Pawlow, I. P. 1927. Conditioned Reflexes: An Investigation of the Physiological Activity of the Cerebral Cortex. London: Routledge und Kegan Paul.
Pawlow, I.P. 1928. Lectures on Conditioned Reflexes: Twenty-five Years of Objective Study of the High Nervous Activity (Behavior) of Animals. Übersetzt von W. Horsley Gantt. New York: International.
Pawlow, I.P. 1955. Ausgewählte Werke. Moskau: Verlag für Fremdsprachen.
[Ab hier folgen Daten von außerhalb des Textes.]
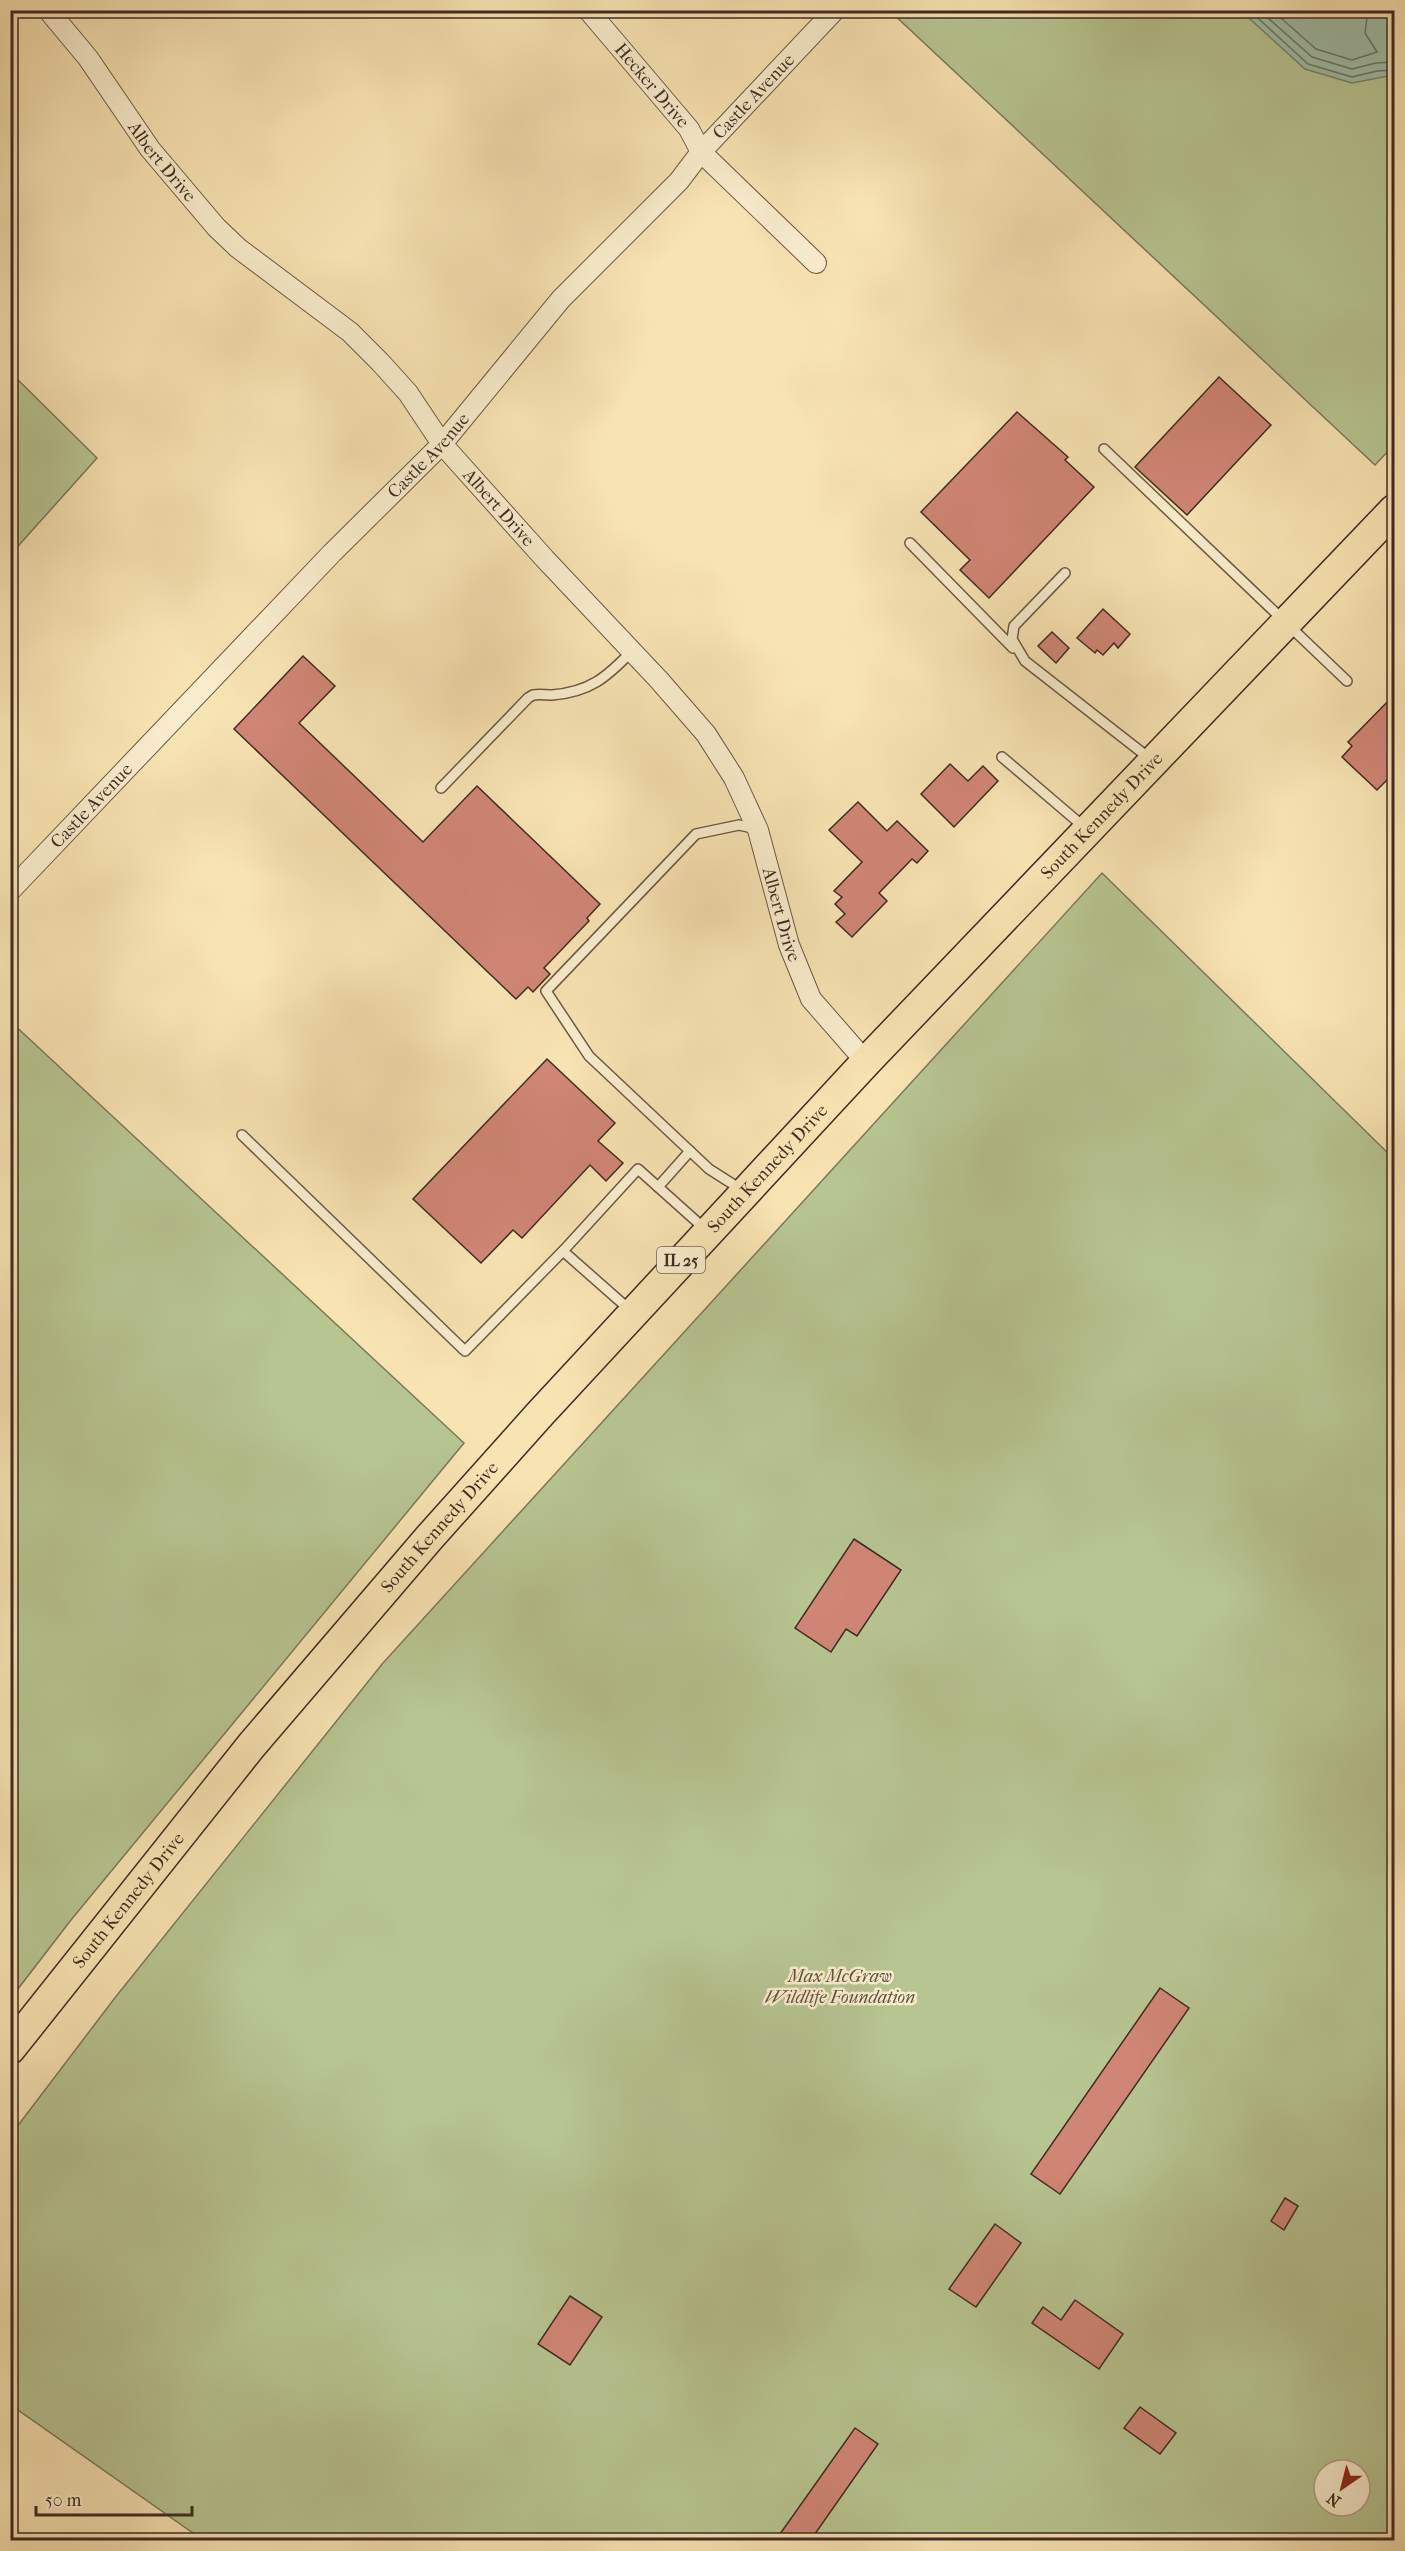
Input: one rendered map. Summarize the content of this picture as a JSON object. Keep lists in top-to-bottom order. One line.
{"streets":{"main road":["South Kennedy Drive","IL 25"],"street":["Hecker Drive","Castle Avenue","Albert Drive"]},"crossings":[["Hecker Drive","Castle Avenue"],["Castle Avenue","Albert Drive"],["Albert Drive","South Kennedy Drive"]],"parks":["Max McGraw Wildlife Foundation"],"scale_bar":"50 m","north":"bottom left"}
Pavlov, I.P. 1994. Psychopathologie und Psychiatrie. New Jersey: Transaction.
Einfluss
Auf dem Gebiet der Psychologie bildeten Pawlows Forschungen den Grundstein für die Entwicklung des so genannten "Behaviourismus", der davon ausgeht, dass Verhaltensreaktionen auf äußere Reize zurückzuführen sind und dass diese Reaktionen durch Lernprozesse verändert oder konditioniert werden können. Pavlov trug somit zum Verständnis von assoziativen Lernprozessen bei.
Pawlow erhielt weltweite Anerkennung und hinterließ eine große Schule von Physiologen, aus der viele bedeutende Schüler hervorgingen. Sein bewundernswertes wissenschaftliches Vermächtnis besteht darin, dass er eine brillante Gruppe von Schülern hinterließ, die die Ideen ihres Lehrers weiterentwickelten, und eine Vielzahl von Anhängern auf der ganzen Welt, die noch heute auf der Grundlage seiner Forschung neue Erkenntnisse gewinnen.
Silo erwähnt Pawlow im Zusammenhang mit seinem Kommentar dazu, wie Toynbee bereits die Zivilisation als minimale historische Einheit der Untersuchung betrachtet. Silo merkt an, dass für unsere Zwecke die Interpretation des historischen Prozesses am interessantesten ist, in der das Subjekt der Geschichte ein Wesen ist, das von Impulsen oder Verhaftungen zwischen dem Offenen und dem Geschlossenen geleitet wird. Er stellt jedoch klar, dass diese Impulse weder in der Bergson'schen noch in der Pawlow'schen Sichtweise betrachtet werden, womit er sich auf die Pawlow'sche Sichtweise bezieht, in der die Reaktion auf die Welt als psycho-neurobiologischer Reflex gegeben ist, der von den Umständen der Umwelt abhängt, was die Reaktion in eine mechanische verwandelt, die nur von äußeren Faktoren bestimmt wird.